No Peru, a capitulação do governo de centro-esquerda de Ollanta Humala a uma agenda
desenvolvimentista tem trazido dano severo ao bioma amazônico, em geral em parceria
com empreiteiras brasileiras. No Brasil, país de origem desse modelo, o governo de Dilma
Rousseff tem se notabilizado por uma concepção da Amazônia como lugar a ser colonizado
e rentabilizado para o capitalismo, mormente através das onipresentes hidrelétricas e da
expansão da fronteira do agronegócio – concepção, aliás, herdada da própria ditadura
militar sob a qual Dilma havia sido torturada. Em particular, a construção da usina de
Belo Monte, com danos irreparáveis ao rio da diversidade nacional, o Rio Xingu, tem sido
fonte de uma série de questionamentos, ecológicos, jurídicos, energéticos e econômicos.
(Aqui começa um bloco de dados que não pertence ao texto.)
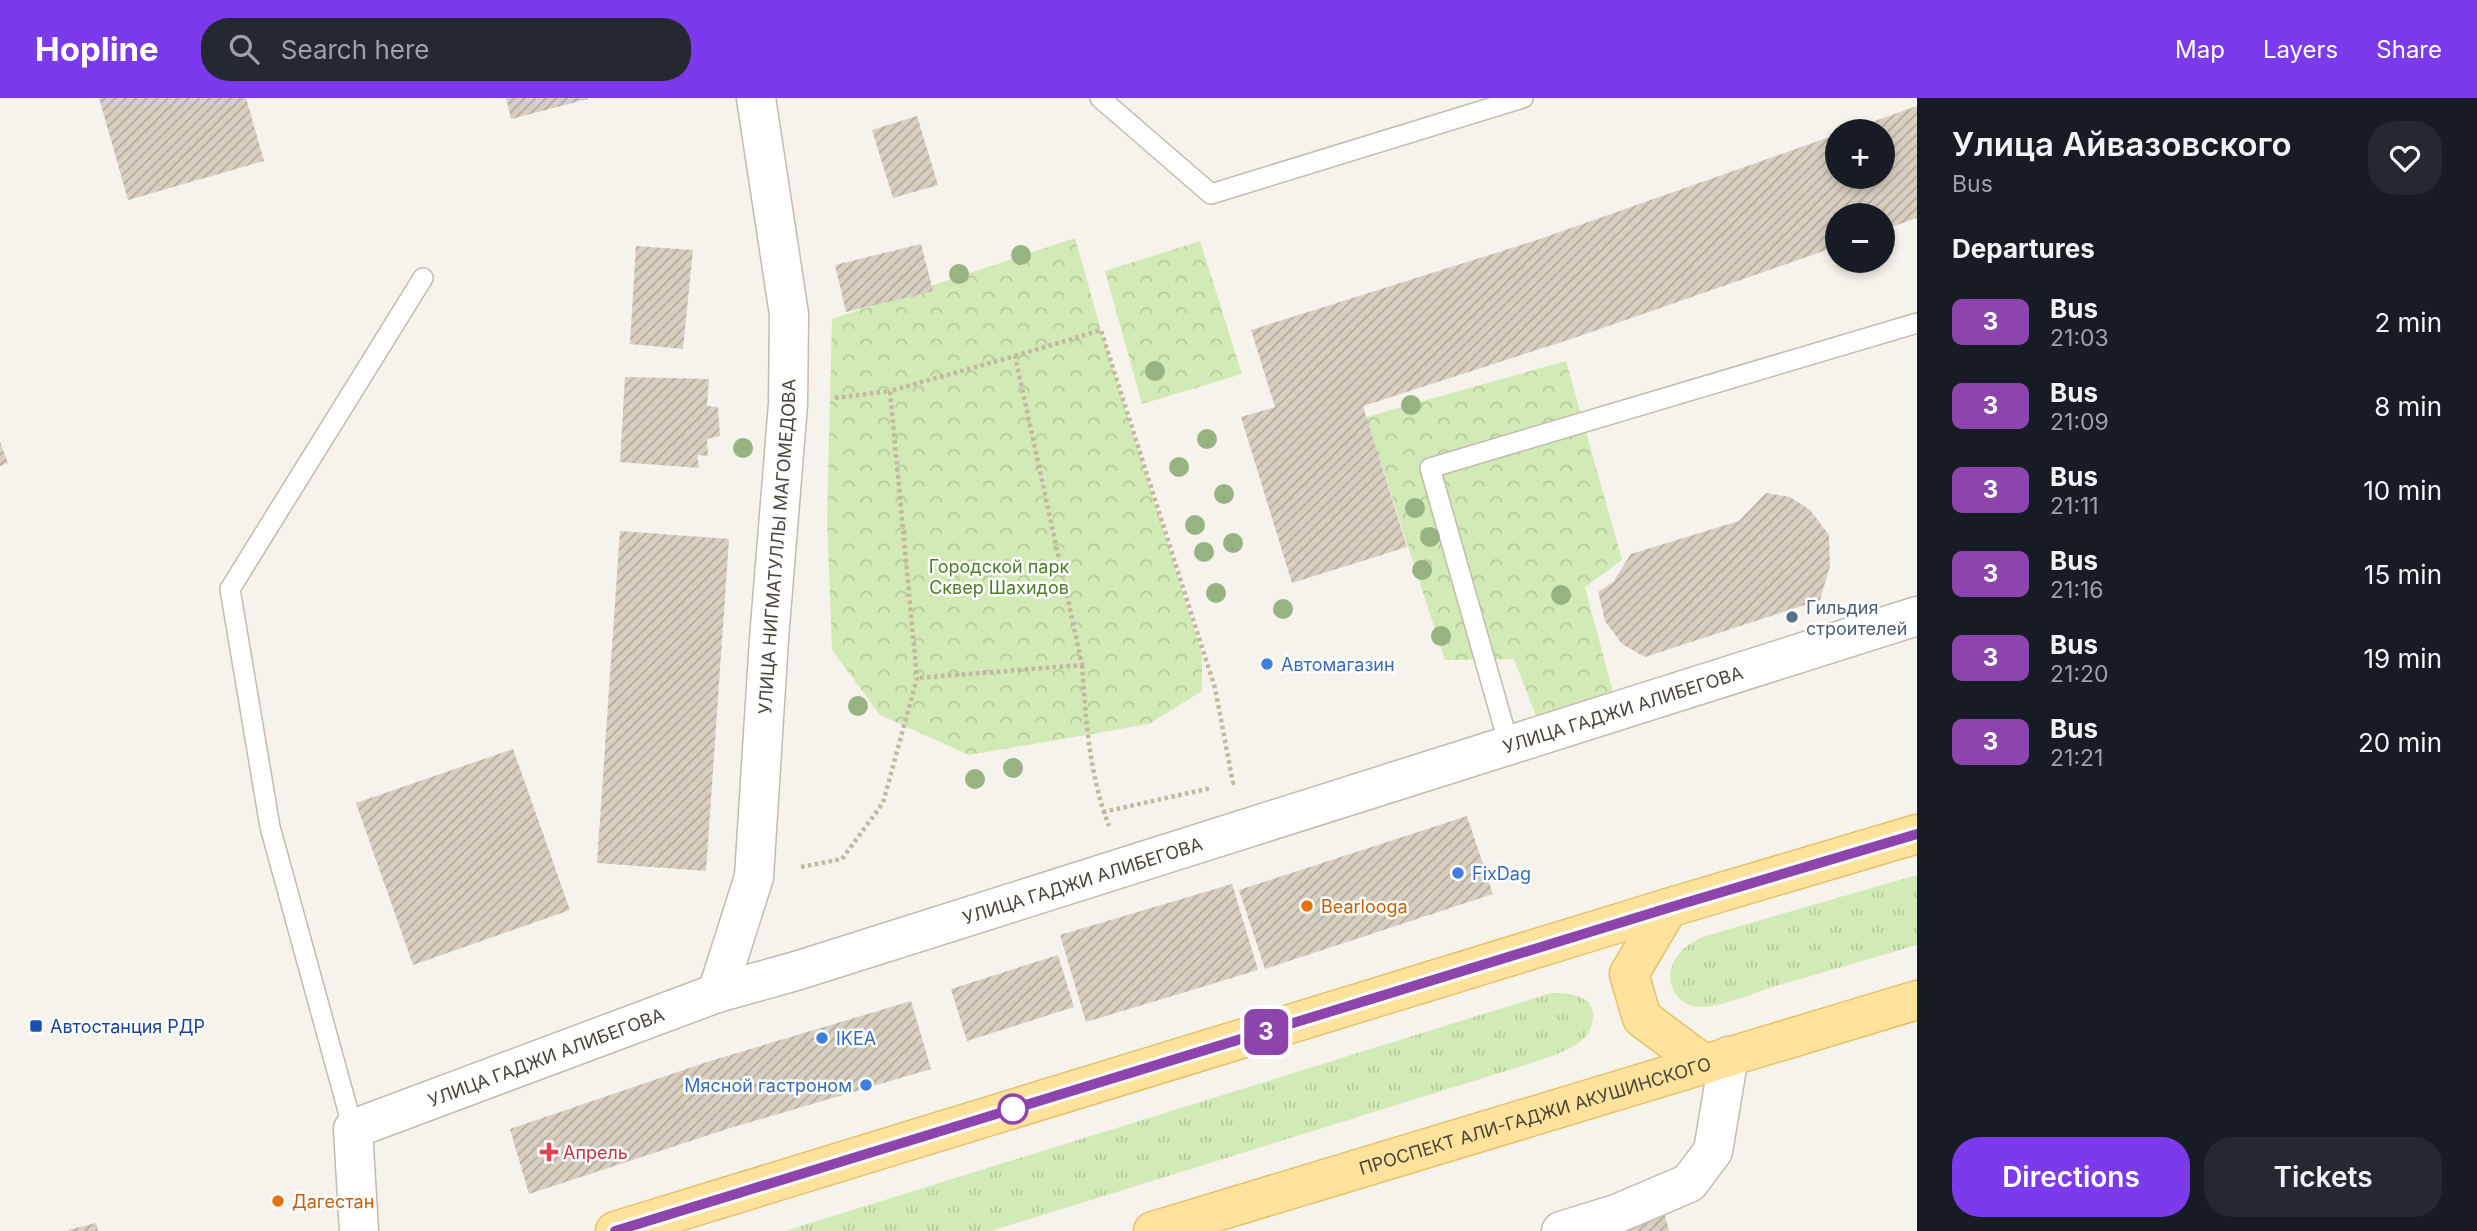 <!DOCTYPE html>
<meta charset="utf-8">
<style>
:root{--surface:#171b24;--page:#242831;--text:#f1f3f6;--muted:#9ea1a6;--accent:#7c3aed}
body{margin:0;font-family:Inter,sans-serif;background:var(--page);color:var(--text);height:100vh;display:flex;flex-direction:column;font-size:26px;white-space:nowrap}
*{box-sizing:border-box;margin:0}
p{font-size:23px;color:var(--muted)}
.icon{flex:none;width:38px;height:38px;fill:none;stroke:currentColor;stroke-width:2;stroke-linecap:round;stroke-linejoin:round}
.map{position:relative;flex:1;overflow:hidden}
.panel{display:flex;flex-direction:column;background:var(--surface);width:560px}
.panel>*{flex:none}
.badge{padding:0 14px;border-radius:10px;font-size:24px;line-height:46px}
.controls{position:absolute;left:1825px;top:21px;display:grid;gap:14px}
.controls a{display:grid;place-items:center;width:70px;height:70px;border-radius:50%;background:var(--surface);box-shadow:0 4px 10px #0003;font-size:35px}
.map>.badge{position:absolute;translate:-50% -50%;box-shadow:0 0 0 4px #fff}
h2{padding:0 35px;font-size:26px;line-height:63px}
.round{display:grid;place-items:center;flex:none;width:74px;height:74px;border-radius:28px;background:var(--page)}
.head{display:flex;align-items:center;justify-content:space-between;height:119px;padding:0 35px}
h1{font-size:33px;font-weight:600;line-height:52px}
.cta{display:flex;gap:14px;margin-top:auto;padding:14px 35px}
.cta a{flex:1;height:80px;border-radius:28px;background:var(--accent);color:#fff;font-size:28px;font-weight:600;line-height:80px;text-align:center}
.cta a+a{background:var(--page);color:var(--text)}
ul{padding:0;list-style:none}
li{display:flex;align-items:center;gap:21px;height:84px;padding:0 35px}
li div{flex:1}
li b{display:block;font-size:26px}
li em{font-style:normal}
li .badge{min-width:77px;font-weight:700;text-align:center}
header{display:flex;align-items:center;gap:42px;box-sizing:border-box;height:98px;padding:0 35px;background:var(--accent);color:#fff}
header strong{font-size:33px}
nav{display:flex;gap:38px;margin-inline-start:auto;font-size:24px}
.search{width:490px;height:63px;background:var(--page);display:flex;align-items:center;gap:18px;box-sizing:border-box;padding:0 24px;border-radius:28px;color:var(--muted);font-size:26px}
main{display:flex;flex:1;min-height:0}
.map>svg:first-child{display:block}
</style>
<header>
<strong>Hopline</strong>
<div class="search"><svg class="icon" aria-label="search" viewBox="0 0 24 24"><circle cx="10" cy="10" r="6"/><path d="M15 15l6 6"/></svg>Search here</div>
<nav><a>Map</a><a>Layers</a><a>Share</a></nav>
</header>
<main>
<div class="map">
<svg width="1917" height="1133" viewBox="0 0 1917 1133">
<defs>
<pattern id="grass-tufts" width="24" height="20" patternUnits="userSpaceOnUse" patternTransform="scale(1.75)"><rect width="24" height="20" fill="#d2eab5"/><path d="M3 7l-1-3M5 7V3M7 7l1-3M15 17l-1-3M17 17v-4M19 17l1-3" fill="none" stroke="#b6ca9c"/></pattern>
<pattern id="park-crowns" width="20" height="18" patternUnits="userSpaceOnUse" patternTransform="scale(1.75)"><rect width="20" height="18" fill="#d2eab5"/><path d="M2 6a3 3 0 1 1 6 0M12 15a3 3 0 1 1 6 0" fill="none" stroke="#b6ca9c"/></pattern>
<pattern id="building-hatch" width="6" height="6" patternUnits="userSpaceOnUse" patternTransform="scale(1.75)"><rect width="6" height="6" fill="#d8cfc1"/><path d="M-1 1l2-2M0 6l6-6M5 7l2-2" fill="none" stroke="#b1aa9e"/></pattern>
</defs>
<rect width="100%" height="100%" fill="#f6f3ec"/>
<path fill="url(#grass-tufts)" d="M 1917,777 L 1917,847 C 1869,861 1821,875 1773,889 C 1751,896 1724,908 1701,909 C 1679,909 1665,887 1672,868 C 1678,853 1688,846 1702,839 Z
M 1551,895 C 1568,895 1595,897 1593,919 C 1592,930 1589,936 1581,943 C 1569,952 1555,957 1541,962 L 991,1133 L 785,1133 Z"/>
<path fill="url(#park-crowns)" d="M 1075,140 L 1101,232 L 1202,556 L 1202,593 L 1149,626 L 969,657 L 880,617 L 832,552 L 827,421 L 832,221 Z
M 1200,143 L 1242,276 L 1142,306 L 1105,173 Z
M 1566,263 L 1622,462 L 1585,489 L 1616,606 L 1541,631 L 1514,561 L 1445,562 L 1366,319 Z"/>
<path fill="url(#building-hatch)" d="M 99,0 L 246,0 L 264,63 L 128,102 Z
M 506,0 L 588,0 L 588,1 L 511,21 Z
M 1917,8 L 1917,120 L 1883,132 L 1883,117 L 1838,117 L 1838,148 L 1574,240 L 1363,308 L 1407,449 L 1292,485 L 1241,319 L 1275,309 L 1251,232 L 1540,141 L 1838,36 L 1838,79 L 1883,79 L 1883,33 L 1847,33 Z
M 917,18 L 938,87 L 893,100 L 872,32 Z
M 921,146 L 933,193 L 846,214 L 835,167 Z
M 636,148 L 693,152 L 683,251 L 630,246 Z
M 625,279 L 709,281 L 707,308 L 718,309 L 720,338 L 707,341 L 708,358 L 697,357 L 699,370 L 620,364 Z
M 0,344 L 8,365 L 0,368 Z
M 1766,395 L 1790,399 L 1810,412 L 1829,437 L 1830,468 L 1820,502 L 1645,559 L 1622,546 L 1605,523 L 1598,494 L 1613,484 L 1631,456 L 1739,423 Z
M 620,433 L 729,441 L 706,773 L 597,765 Z
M 513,651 L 570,812 L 413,867 L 356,705 Z
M 1467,718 L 1493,796 L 1265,871 L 1239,792 Z
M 1232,786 L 1258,872 L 1086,924 L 1060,837 Z
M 1058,857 L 1074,909 L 967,943 L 951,891 Z
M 911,903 L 931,971 L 727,1031 L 529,1096 L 510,1031 L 707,964 Z
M 1665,1117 L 1669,1133 L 1614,1133 L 1614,1132 Z
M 96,1125 L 98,1133 L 68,1133 L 68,1132 Z"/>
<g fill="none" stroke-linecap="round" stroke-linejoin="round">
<g stroke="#c2bbae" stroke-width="22">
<path id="lane" d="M 1100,0 L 1211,96 L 1523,0
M 1509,647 L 1430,370 L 1917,225
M 353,1031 L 270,729 L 230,491 L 423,180"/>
</g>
<g stroke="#c2bbae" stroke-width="41">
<g id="street">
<path id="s1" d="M 717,895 L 754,779 L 769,541 L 788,306 L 789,216 L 756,0"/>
<path id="s2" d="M 359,1133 L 353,1031 L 717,895 L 796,873 L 1917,518"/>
<path d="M 1561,1133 L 1616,1116 L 1689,1085 L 1713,1053 L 1729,958"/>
</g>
</g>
<g stroke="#e6c16a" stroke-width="41">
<g id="primary">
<path d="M 1668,810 L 1629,876 L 1642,920 L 1705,967"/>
<path d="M 615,1133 L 1668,810 L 1917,736"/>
<path id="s3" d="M 1153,1133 L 1917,902"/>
</g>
</g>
<path stroke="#c4b79f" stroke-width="4.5" stroke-dasharray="3.5 3.5" stroke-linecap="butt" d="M 1015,258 L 1101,232 L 1215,590 L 1233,685 L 1229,686
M 835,300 L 890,293
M 1082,567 C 1086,621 1089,677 1109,728
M 1103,714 L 1211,690
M 801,769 L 842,761 L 883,705 L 917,580 L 890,293 L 1015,258 L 1082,567 L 917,580"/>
<use href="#lane" stroke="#fff" stroke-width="19"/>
<use href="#street" stroke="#fff" stroke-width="38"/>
<use href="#primary" stroke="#ffe39c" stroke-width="38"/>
</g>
<g fill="#97b381">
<circle cx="1021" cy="157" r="10"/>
<circle cx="959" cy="176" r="10"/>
<circle cx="1155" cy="273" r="10"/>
<circle cx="1411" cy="307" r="10"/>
<circle cx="1207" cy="341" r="10"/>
<circle cx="743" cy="350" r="10"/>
<circle cx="1179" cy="369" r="10"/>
<circle cx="1224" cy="396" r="10"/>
<circle cx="1415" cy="410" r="10"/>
<circle cx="1195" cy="427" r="10"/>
<circle cx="1430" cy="439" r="10"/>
<circle cx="1233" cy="445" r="10"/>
<circle cx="1204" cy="454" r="10"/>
<circle cx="1422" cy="472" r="10"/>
<circle cx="1216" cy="495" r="10"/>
<circle cx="1561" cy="497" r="10"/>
<circle cx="1283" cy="511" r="10"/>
<circle cx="1441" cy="538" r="10"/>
<circle cx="858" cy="608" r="10"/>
<circle cx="1013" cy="670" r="10"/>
<circle cx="975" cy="681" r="10"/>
</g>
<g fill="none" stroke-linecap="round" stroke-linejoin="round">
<g stroke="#fff" stroke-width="16">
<path id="line" d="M 615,1133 L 1668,810 L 1917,736"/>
</g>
<use href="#line" stroke="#8e44ad" stroke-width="10"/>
</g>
<circle fill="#5c6f8a" stroke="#fff" stroke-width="2.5" cx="1792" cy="519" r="7"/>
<g fill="#3f7fe0" stroke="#fff" stroke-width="2.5">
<circle cx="1267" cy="566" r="7"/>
<circle cx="1458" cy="775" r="7"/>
<circle cx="822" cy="940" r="7"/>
<circle cx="866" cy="987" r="7"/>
</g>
<g fill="#e8710a" stroke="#fff" stroke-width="2.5">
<circle cx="1307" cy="808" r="7"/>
<circle cx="278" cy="1103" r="7"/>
</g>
<rect fill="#1a4fb4" stroke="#fff" stroke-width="2.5" x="29" y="921" width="14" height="14" rx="3.5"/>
<circle fill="#fff" stroke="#8e44ad" stroke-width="3.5" cx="1013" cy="1011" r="14"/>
<path fill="#e0444e" stroke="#fff" stroke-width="2.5" d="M545.5 1043.5h7v7h7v7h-7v7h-7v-7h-7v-7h7z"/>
<g text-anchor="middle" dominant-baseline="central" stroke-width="5" stroke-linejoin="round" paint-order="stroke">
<g font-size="18" fill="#4b4439" stroke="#fff">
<text stroke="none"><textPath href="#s1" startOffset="453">УЛИЦА НИГМАТУЛЛЫ МАГОМЕДОВА</textPath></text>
<text stroke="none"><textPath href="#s2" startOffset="1440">УЛИЦА ГАДЖИ АЛИБЕГОВА</textPath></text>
<text stroke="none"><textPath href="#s2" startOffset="873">УЛИЦА ГАДЖИ АЛИБЕГОВА</textPath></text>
<text stroke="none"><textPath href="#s2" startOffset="308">УЛИЦА ГАДЖИ АЛИБЕГОВА</textPath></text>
<text stroke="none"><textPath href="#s3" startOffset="399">ПРОСПЕКТ АЛИ-ГАДЖИ АКУШИНСКОГО</textPath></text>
</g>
<g font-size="18" fill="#4a7f2a" stroke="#fff">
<text x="999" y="468">Городской парк<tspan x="999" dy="21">Сквер Шахидов</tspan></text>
</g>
<g font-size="18" fill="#4e5e75" stroke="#fff" text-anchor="start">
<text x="1806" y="509">Гильдия<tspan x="1806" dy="21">строителей</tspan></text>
</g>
<g font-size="18" fill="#366cbe" stroke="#fff" text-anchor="start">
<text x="1281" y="566">Автомагазин</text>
<text x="1472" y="775">FixDag</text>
<text x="836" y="940">IKEA</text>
<text x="852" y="987" text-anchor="end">Мясной гастроном</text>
</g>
<g font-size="18" fill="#c56008" stroke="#fff" text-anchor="start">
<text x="1321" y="808">Bearlooga</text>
<text x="292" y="1103">Дагестан</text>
</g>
<g font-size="18" fill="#164399" stroke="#fff" text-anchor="start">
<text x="50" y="928">Автостанция РДР</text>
</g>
<g font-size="18" fill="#be3a42" stroke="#fff" text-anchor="start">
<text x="563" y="1054">Апрель</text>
</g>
</g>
</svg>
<div class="controls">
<a>+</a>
<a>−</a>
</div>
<b class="badge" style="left:1266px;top:934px;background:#8e44ad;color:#fff">3</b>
</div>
<section class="panel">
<div class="head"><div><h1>Улица Айвазовского</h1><p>Bus</p></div><a class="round"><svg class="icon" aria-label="heart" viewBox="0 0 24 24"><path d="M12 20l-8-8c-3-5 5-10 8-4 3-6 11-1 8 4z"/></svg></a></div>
<h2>Departures</h2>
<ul>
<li><span class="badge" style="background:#8e44ad;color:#fff">3</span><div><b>Bus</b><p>21:03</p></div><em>2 min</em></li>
<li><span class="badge" style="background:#8e44ad;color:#fff">3</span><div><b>Bus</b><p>21:09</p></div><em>8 min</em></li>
<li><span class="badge" style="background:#8e44ad;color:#fff">3</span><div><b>Bus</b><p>21:11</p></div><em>10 min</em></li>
<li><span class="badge" style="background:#8e44ad;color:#fff">3</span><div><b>Bus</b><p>21:16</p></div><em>15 min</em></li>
<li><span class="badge" style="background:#8e44ad;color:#fff">3</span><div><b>Bus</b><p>21:20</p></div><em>19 min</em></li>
<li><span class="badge" style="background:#8e44ad;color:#fff">3</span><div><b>Bus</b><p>21:21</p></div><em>20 min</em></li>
</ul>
<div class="cta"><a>Directions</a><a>Tickets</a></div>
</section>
</main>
Foi num desses questionamentos que um Procurador da República explicitamente referiu-
se à jurisprudência antropocêntrica como ultrapassada e, através de uma analogia com
a expansão do estatuto jurídico aos escravos no século XIX, argumentou que os direitos
da natureza estavam sendo violados.6
A crise ecológica sem precedentes da qual somos agentes e, junto com animais,
plantas e a natureza como um todo, vítimas, é um caso claro do que Timothy Morton
chamou de “hiperobjetos”, ou seja, objetos que desafiam nossa percepção do tempo e
do espaço, posto que estão “distribuídos de tal maneira pelo globo terrestre que não
podem ser apreendidos diretamente por nós, ou então que duram ou produzem efeitos
cuja duração extravasa enormemente a escala da vida humana conhecida” (DANOWSKI
2012: 2). A crise ecológica é, então, ao mesmo tempo, óbvia e invisível, urgente e dilatada,
especificamente contemporânea e radicalmente intempestiva. Como se deduz de todo
o anterior, a própria urgência do conceito de direitos não humanos é um produto da
razão antropocêntrica, assim como um lembrete de seus limites e fracassos. O paradoxo
final pode bem ser este: a mais poderosa crítica da razão antropocêntrica vem hoje das
narrativas ameríndias estruturadas a partir da antropomorfização de animais não humanos,
espíritos, plantas e corpos d’água. O que permanece para ser resolvido é o dilema: será
ou não tarde demais para aprender com eles neste mundo em que, se tudo é humano, ser
humano já não é tão especial?

6
Há uma vasta bibliografia documentando a ilegalidade e os impactos ecocidas da Usina de Belo Monte. Para
uma compilação comentada de cinquenta textos que detalham esse ataque aos direitos dos povos indígenas da
região do Xingu, ver Idelber Avelar “Cinquenta leituras sobre o ecocício de Belo Monte”.